Sou Meu Pior Pesadelo
9 Mas o que é isso ..?
A aula de inglês foi tão rápida que nem percebi quando o sinal bateu.
Como sempre, claro!
Saio da sala com a mala no ombro e com os livros de matemática e química no braço. Atravesso o corredor, chegando no meu armário. Abro ele e coloco os livros lá dentro.
Próxima aula: Economia domestica.
Parece bem simples, pois é cozinhar o que a professora pede e ganhar um ponto na matéria.
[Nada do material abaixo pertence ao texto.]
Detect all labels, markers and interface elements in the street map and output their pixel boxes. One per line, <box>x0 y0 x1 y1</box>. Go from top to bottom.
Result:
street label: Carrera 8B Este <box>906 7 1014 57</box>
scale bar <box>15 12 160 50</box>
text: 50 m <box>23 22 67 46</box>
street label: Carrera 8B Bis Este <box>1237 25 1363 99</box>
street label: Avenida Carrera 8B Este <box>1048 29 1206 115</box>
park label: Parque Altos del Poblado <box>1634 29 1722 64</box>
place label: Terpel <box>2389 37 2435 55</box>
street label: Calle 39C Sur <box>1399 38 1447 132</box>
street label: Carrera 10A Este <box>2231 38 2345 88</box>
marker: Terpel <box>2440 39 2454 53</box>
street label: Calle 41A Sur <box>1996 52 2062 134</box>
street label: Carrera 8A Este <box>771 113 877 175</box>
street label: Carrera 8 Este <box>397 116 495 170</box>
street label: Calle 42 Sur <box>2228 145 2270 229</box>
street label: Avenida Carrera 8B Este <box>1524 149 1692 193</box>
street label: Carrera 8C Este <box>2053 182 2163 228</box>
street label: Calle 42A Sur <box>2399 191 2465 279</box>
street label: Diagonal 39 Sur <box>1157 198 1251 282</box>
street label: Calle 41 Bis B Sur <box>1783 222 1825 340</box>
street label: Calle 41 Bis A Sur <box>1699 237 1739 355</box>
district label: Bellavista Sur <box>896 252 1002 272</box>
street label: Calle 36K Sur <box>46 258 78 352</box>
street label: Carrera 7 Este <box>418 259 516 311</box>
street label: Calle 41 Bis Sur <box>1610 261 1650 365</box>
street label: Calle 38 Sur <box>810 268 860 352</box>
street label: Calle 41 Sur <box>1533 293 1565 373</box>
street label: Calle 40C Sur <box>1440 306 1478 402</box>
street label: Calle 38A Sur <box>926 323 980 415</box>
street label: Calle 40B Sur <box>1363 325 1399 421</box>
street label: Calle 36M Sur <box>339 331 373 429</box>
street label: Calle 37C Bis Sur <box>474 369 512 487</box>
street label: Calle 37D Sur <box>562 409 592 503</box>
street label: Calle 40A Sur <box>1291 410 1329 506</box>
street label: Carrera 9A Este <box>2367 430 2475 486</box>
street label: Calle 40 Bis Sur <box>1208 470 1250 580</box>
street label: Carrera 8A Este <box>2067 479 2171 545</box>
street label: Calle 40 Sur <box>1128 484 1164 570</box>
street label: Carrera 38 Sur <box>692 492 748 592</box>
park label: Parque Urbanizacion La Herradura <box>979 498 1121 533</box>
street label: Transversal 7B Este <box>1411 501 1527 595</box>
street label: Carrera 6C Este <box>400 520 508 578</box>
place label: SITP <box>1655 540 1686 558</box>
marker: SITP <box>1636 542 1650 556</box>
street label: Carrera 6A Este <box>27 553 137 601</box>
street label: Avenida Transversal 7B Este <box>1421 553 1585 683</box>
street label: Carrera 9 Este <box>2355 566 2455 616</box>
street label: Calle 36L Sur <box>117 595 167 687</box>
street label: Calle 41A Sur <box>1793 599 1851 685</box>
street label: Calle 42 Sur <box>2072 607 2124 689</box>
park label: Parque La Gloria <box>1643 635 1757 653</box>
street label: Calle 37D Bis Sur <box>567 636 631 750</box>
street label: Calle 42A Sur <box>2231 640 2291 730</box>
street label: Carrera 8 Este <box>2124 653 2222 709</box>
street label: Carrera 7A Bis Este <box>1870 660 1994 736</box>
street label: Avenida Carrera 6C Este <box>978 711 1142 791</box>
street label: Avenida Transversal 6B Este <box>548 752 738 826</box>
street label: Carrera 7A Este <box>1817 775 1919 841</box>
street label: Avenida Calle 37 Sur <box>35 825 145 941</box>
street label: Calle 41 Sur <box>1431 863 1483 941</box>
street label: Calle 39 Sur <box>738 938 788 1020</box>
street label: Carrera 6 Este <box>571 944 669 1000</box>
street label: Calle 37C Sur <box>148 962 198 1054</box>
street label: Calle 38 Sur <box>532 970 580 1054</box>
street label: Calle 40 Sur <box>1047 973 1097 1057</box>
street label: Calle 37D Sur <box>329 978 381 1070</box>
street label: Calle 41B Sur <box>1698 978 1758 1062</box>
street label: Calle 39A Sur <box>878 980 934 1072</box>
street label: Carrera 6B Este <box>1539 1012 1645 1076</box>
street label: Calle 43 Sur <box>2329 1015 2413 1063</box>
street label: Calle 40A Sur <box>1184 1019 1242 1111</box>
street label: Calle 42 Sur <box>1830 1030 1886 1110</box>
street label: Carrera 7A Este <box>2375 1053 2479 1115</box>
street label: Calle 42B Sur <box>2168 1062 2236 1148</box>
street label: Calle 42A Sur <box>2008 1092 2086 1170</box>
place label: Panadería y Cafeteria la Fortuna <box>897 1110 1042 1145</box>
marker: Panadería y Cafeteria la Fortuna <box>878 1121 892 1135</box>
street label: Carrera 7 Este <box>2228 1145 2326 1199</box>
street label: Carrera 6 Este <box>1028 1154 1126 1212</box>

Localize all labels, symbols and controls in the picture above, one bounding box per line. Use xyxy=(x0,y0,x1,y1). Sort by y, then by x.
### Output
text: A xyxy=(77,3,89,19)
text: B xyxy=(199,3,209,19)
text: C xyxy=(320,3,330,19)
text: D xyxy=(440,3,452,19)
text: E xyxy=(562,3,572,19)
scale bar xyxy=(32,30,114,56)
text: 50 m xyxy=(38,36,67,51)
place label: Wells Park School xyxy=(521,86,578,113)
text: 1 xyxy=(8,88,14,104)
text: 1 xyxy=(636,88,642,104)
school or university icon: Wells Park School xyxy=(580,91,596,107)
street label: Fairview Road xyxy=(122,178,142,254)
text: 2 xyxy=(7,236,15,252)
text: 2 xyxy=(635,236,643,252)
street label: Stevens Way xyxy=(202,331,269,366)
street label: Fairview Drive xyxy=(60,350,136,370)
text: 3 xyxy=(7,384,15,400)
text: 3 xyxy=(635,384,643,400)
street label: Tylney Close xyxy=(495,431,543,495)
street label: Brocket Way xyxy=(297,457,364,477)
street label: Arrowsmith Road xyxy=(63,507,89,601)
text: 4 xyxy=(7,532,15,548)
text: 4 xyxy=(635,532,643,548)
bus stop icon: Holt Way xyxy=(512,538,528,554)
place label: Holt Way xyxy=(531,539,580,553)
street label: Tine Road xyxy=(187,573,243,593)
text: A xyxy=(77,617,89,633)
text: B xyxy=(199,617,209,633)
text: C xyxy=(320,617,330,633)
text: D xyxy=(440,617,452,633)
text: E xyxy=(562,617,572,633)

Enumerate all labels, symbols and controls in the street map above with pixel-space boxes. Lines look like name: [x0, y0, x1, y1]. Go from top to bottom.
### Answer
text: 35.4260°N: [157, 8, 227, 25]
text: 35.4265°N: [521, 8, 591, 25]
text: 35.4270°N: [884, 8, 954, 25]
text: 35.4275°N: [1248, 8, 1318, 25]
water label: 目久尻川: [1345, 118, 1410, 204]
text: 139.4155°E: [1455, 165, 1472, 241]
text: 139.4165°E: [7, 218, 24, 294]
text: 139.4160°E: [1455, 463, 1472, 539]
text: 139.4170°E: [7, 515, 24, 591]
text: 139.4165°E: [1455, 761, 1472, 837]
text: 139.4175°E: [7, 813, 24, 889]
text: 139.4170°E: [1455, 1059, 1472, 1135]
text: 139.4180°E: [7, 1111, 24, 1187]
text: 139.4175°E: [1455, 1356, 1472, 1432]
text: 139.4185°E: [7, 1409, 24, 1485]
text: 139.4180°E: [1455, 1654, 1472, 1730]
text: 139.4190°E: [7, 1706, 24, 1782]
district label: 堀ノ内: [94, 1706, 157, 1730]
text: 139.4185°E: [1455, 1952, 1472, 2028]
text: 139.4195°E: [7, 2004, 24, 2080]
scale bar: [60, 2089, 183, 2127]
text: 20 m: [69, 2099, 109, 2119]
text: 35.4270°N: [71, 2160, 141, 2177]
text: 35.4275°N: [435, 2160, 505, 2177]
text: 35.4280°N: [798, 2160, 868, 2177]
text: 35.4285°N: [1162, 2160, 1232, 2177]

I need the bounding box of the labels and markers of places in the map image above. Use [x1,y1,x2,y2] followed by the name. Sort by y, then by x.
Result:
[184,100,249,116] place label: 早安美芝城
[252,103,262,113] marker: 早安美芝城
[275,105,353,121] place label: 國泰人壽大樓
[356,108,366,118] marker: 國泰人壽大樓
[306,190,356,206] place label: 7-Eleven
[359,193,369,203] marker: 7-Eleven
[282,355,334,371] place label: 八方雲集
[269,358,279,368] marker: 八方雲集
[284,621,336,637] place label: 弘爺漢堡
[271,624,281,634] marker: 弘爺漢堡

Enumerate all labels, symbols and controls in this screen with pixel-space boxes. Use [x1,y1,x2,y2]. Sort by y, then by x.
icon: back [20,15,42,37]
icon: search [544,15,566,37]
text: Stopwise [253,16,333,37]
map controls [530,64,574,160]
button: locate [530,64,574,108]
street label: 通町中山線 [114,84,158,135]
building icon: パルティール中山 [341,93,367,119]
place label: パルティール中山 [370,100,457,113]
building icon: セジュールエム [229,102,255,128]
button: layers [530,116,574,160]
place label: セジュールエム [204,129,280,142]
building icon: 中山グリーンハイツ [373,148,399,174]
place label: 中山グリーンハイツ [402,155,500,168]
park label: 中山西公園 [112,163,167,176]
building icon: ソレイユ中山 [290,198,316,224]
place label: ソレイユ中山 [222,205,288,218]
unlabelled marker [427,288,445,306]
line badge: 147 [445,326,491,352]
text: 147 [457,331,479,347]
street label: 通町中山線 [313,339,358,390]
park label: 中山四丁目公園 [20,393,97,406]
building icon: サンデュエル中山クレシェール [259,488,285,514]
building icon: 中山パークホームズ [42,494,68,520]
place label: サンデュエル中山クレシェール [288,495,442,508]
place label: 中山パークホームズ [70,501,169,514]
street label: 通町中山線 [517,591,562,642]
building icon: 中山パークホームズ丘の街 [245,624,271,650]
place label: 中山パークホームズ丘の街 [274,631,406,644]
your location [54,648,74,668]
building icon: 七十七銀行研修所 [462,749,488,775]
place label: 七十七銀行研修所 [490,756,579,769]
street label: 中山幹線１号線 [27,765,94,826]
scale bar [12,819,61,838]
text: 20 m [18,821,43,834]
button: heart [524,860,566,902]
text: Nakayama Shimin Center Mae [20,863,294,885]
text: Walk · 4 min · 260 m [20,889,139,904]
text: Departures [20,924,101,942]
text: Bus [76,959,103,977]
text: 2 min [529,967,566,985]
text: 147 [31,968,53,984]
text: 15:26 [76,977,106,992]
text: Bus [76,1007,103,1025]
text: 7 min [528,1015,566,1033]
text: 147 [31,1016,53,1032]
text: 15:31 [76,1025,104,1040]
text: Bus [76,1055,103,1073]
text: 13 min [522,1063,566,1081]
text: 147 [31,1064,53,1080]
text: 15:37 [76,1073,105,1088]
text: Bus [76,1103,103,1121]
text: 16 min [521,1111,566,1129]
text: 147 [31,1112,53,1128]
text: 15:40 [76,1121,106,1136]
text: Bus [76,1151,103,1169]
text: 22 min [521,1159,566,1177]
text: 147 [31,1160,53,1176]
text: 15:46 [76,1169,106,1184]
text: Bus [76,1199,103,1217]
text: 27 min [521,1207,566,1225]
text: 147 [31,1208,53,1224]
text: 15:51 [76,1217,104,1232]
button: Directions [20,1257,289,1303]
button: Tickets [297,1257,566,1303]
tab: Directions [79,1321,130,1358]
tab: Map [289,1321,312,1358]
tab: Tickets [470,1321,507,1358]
Só tem um detalhe: deve ser em DUPLA.
Pelo menos, na maioria das vezes, mas ninguém quer ser parceiro comigo e não me importo em não ter um.
Até o dia de hoje.
Entro na sala e tem alguém abaixado na bancada que eu uso. Chego perto e bato três vezes de leve na mesa de madeira.
— Ahn... Oi? — digo um tanto baixo, sem querer chamar a atenção das outras pessoas.
A pessoa se levanta e eu tomo um susto.
É um garoto. Seus cabelos arrepiados e misturados com as duas cores vermelho e preto eram o que mais se destacava. Seus olhos são castanhos escuros. Ele usa uma camisa polo verde musgo e uma calça jeans larga e azul.
É o mesmo garoto que estava no corredor.
E no sonho.
Quando ele me vê, fica perplexo. E imagino que estou com a mesma expressão de espanto.
A professora nos chama. Trazendo-nos de volta à realidade:
— Vocês dois serão uma dupla, ok? — ela simplesmente não nos deixa retrucar pois nem ao menos conseguimos falar — Abram na página 57 e façam o que pede. Agora!
Nos sentamos e abrimos na página certa, logo começando a fazer o que está escrito. Depois de quinze minutos já tínhamos quase tudo pronto.
Mas nesse meio tempo não trocamos nenhuma palavra sequer.
As vezes nós trocávamos certos olhares, porém nada além daquilo.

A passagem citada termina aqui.